Basically the idea behind writing a Gaussian elimination outcome in the form $PA=LU$ is that you could have done all the swaps at the beginning and then just done the row scaling/addition afterward.
So here suppose you had swapped 2 and 3 initially.
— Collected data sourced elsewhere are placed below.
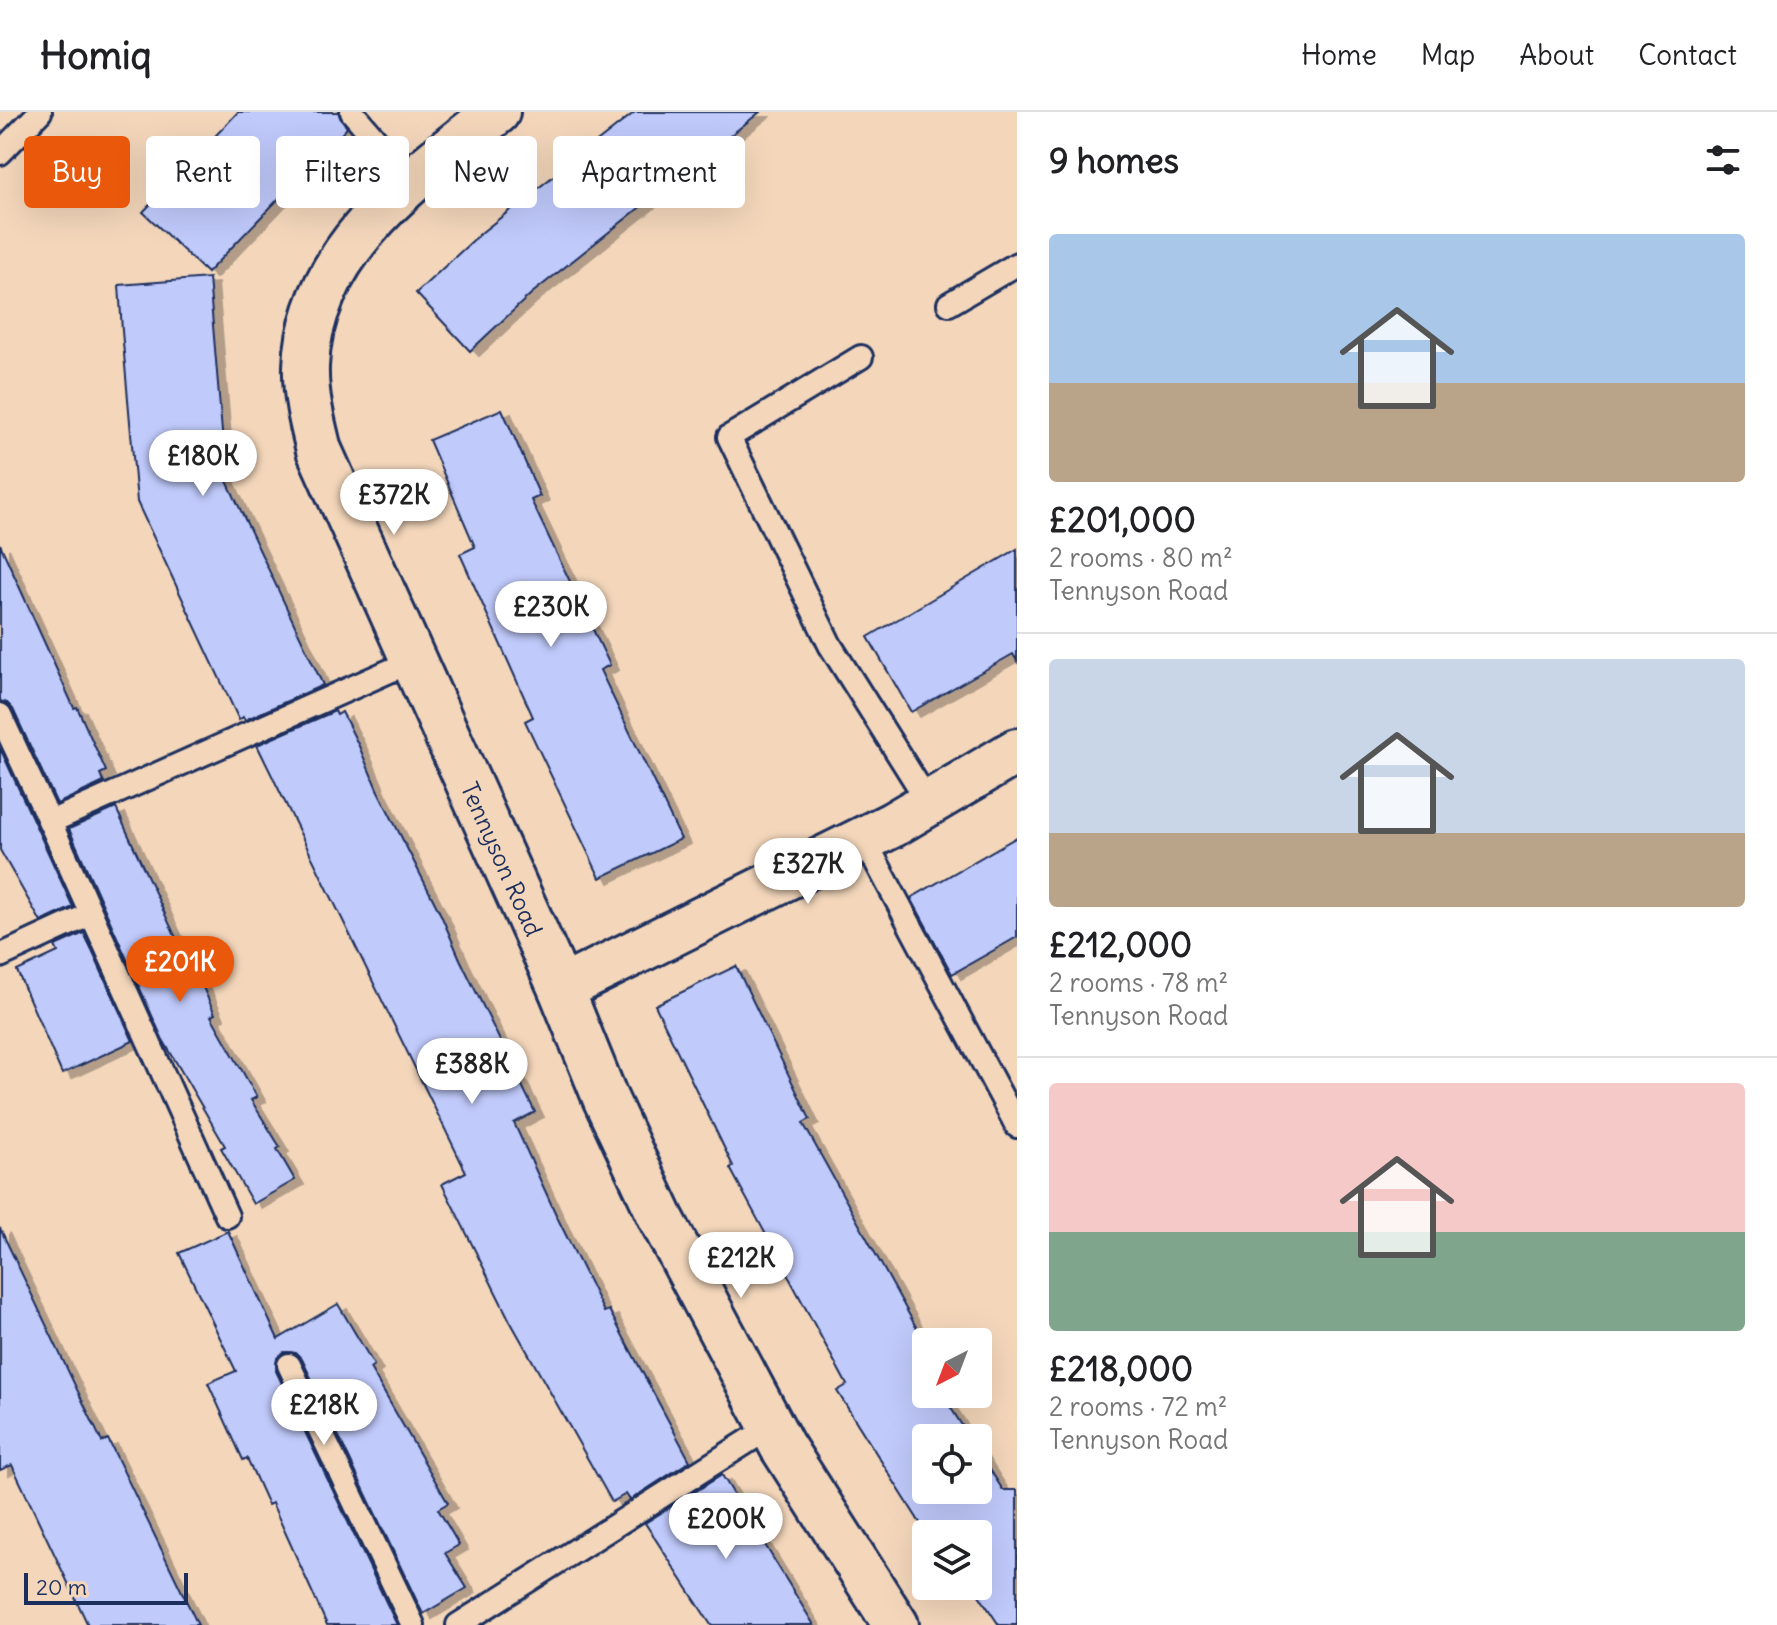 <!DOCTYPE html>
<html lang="en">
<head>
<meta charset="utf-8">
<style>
  :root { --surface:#fff; --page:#f6f6f6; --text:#202124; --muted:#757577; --line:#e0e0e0; --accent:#ea580c }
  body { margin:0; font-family:Delius,sans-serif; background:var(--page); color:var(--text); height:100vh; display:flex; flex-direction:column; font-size:30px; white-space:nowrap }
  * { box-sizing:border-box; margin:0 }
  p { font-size:26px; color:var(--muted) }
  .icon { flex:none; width:44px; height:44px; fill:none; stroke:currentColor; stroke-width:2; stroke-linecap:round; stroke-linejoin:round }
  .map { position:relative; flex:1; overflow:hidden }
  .panel { display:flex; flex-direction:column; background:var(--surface); width:760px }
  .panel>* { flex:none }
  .banner { position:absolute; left:24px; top:24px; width:760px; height:72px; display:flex; gap:16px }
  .needle { width:52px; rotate:222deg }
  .tools { position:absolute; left:912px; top:1216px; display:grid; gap:16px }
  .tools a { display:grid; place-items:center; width:80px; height:80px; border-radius:8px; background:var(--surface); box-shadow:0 8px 32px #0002; font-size:40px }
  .scale { position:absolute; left:24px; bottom:20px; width:164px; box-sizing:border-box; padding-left:8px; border:4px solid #1b2f5e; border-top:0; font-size:22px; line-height:28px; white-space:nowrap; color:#1b2f5e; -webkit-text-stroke:6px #f4d7bb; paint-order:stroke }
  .price { position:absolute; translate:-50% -68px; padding:0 18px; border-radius:28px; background:#fff; color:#222; font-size:26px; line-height:52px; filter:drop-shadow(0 2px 4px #0008) }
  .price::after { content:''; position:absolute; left:50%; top:48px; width:24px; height:18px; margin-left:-12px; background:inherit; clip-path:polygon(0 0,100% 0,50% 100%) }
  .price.active { background:var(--accent); color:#fff }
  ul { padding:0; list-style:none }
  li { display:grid; align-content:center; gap:16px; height:424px; padding:0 32px }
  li+li { border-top:2px solid var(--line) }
  li span { display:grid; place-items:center; height:248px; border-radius:8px; color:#555 }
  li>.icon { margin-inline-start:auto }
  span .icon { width:144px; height:144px; fill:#fffc; stroke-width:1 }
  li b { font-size:34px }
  h2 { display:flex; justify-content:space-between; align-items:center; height:96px; padding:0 32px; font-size:34px }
  .chip { padding:0 28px; border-radius:8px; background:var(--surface); box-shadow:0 8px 32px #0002; font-size:28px; line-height:72px }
  .chip.active { background:var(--accent); color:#fff }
  header { display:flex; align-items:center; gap:48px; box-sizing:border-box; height:112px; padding:0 40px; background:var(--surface); border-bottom:2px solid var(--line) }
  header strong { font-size:38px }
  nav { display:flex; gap:44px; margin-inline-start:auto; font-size:28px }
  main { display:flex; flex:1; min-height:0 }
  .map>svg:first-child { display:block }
  .building { fill:#c0cafb; stroke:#1b2f5e; stroke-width:2; filter:url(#shadow) }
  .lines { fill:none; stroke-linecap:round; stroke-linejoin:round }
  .service-casing { stroke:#1b2f5e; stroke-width:28 }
  .minor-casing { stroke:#1b2f5e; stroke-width:50 }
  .service { stroke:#f4d7bb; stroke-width:22 }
  .minor { stroke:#f4d7bb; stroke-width:44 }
  .labels { text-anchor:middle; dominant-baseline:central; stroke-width:6; stroke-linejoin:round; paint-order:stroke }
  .street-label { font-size:24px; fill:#1b2f5e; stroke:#f4d7bb }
</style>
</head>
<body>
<header>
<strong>Homiq</strong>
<nav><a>Home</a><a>Map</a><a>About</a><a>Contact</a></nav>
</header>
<main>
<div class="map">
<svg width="1017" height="1513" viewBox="0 0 1017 1513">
  <defs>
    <filter id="shadow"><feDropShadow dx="9" dy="5" stdDeviation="0" flood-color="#0004"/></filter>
  </defs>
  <rect width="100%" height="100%" fill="#f4d7bb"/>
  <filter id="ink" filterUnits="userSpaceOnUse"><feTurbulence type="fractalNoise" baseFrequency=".0125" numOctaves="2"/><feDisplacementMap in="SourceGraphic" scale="16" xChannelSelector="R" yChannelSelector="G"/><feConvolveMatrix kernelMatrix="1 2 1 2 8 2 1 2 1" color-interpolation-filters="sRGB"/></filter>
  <g filter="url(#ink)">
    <g class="building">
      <path d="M238,0H338L347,16L207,161L143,100Z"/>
      <path d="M635,0H760L531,182L470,239L416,181L481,121Z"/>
      <path d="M209,166L226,367L323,573L245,608L243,605L239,608L137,390L122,219L119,173Z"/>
      <path d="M502,297L540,384L531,388L610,553L600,558L681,727L600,766L525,609L533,605L460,442L475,435L429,328Z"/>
      <path d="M0,432L74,596L77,595L106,659L100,662L104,670L57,692L13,597L7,591L0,589Z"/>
      <path d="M1017,437V549L1013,542L911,600L868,525Z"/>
      <path d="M335,599L337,603L342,600L359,634L377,677L441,803L460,847L535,1000L514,1011L559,1109L604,1200L609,1198L690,1349L630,1388L626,1382L612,1390L510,1209L442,1072L466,1060L257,633Z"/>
      <path d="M0,636L73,795L41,810L0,738Z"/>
      <path d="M116,696L181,837L185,835L215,902L211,904L257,985L251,988L280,1035L277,1037L295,1068L253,1092L221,1036L225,1034L162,926L69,717Z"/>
      <path d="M1017,725V825L952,862L911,786Z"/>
      <path d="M84,821L133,929L62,962L17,859L58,840L55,834Z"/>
      <path d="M736,854L810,1007L803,1011L926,1233V1282H942L970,1326H926V1378H978V1339L1003,1378H1017V1513H999L973,1474H978V1422H927L837,1279L847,1273L730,1056L733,1054L655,893Z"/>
      <path d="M0,1116L102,1330L108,1327L198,1513H88L12,1353L0,1358Z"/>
      <path d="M228,1119L278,1227L338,1192L374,1253L370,1256L448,1391L438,1397L459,1433L445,1441L467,1476L423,1502L302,1247L296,1241L284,1240L277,1246L276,1259L397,1513H327L272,1391L268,1393L247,1346L243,1348L208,1271L236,1259L179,1141Z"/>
      <path d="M722,1363L756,1418L814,1513H711L645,1411Z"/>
    </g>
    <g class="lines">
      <g class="service-casing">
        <g id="service">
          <path d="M352,0L411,69"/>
          <path d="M0,41L40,0"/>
          <path d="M949,192L1017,152"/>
          <path d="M861,245L729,325L830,533L929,691"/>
          <path d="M0,603L50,710L412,549"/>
          <path d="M50,710L227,1104"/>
          <path d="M864,727L1017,1014"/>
          <path d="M0,844L91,802"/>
          <path d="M289,1253L413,1513"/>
          <path d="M458,1513L772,1314"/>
        </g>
      </g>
      <g class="minor-casing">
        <g id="minor">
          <path d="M497,0C415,65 310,138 306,254C305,282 312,310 319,338L561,877L606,988L661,1106L782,1334L896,1513"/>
          <path d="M561,877L892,713L1017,639"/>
        </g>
      </g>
      <use href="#service" class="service"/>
      <use href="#minor" class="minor"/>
    </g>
  </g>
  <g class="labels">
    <g class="street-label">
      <text transform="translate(502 747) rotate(66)">Tennyson Road</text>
    </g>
  </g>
</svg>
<div class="tools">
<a><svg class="needle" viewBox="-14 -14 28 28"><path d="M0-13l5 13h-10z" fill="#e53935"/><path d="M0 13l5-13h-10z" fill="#757577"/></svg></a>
<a><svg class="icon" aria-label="locate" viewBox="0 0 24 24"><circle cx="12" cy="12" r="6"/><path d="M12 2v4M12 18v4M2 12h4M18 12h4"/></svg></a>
<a><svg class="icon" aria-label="layers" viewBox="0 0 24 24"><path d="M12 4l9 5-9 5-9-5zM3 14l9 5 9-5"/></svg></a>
</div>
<div class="scale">20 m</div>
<b class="price" style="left:203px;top:386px">£180K</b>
<b class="price" style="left:394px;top:425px">£372K</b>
<b class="price" style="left:551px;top:537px">£230K</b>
<b class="price" style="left:808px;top:794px">£327K</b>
<b class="price active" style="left:180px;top:892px">£201K</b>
<b class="price" style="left:472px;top:994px">£388K</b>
<b class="price" style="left:741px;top:1188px">£212K</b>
<b class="price" style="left:324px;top:1335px">£218K</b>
<b class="price" style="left:726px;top:1449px">£200K</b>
<div class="banner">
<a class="chip active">Buy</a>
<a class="chip">Rent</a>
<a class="chip">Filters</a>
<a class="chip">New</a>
<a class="chip">Apartment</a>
</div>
</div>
<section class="panel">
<h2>9 homes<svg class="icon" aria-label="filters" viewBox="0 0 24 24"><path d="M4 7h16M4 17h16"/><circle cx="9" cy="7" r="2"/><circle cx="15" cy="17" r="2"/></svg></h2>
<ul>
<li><span style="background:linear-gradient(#a9c7e8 60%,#b9a48a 0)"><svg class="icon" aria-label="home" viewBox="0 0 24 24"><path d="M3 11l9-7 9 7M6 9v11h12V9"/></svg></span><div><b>£201,000</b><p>2 rooms · 80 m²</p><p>Tennyson Road</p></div></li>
<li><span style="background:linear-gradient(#c9d6e8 70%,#b9a48a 0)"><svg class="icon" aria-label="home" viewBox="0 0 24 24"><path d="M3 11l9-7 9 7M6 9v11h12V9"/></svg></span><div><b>£212,000</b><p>2 rooms · 78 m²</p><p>Tennyson Road</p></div></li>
<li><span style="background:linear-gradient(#f6c9c9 60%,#7fa58c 0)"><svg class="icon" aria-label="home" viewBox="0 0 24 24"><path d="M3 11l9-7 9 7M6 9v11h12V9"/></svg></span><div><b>£218,000</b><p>2 rooms · 72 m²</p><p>Tennyson Road</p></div></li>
</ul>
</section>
</main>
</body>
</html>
The scale/add step that you would have done to zero out the first column wouldn't be the same, because now what used to be row 2 is in row 3, so where you had $\begin{pmatrix} 1 & 0 & 0\\ -3 & 1 & 0\\ 0 & 0 & 1 \end{pmatrix}$ you would now have $\begin{pmatrix} 1 & 0 & 0\\ 0 & 1 & 0\\ -3 & 0 & 1 \end{pmatrix}$. So you make these modifications to any $E$ matrices that were applied after the row swap (moving the off-diagonal entry to correspond to which rows were being combined in the matrix after all the row swaps).
So here specifically it will look like
$$\begin{pmatrix} 1 & 0 & 0\\ 0 & 0 & 1\\ 0 & 1 & 0 \end{pmatrix} A = \begin{pmatrix} 1 & 0 & 0\\ 0 & 1 & 0\\ 3 & 0 & 1 \end{pmatrix} U$$
where we flipped the sign of the $-3$ in the $L$ when we inverted the $E$ matrix (as usual).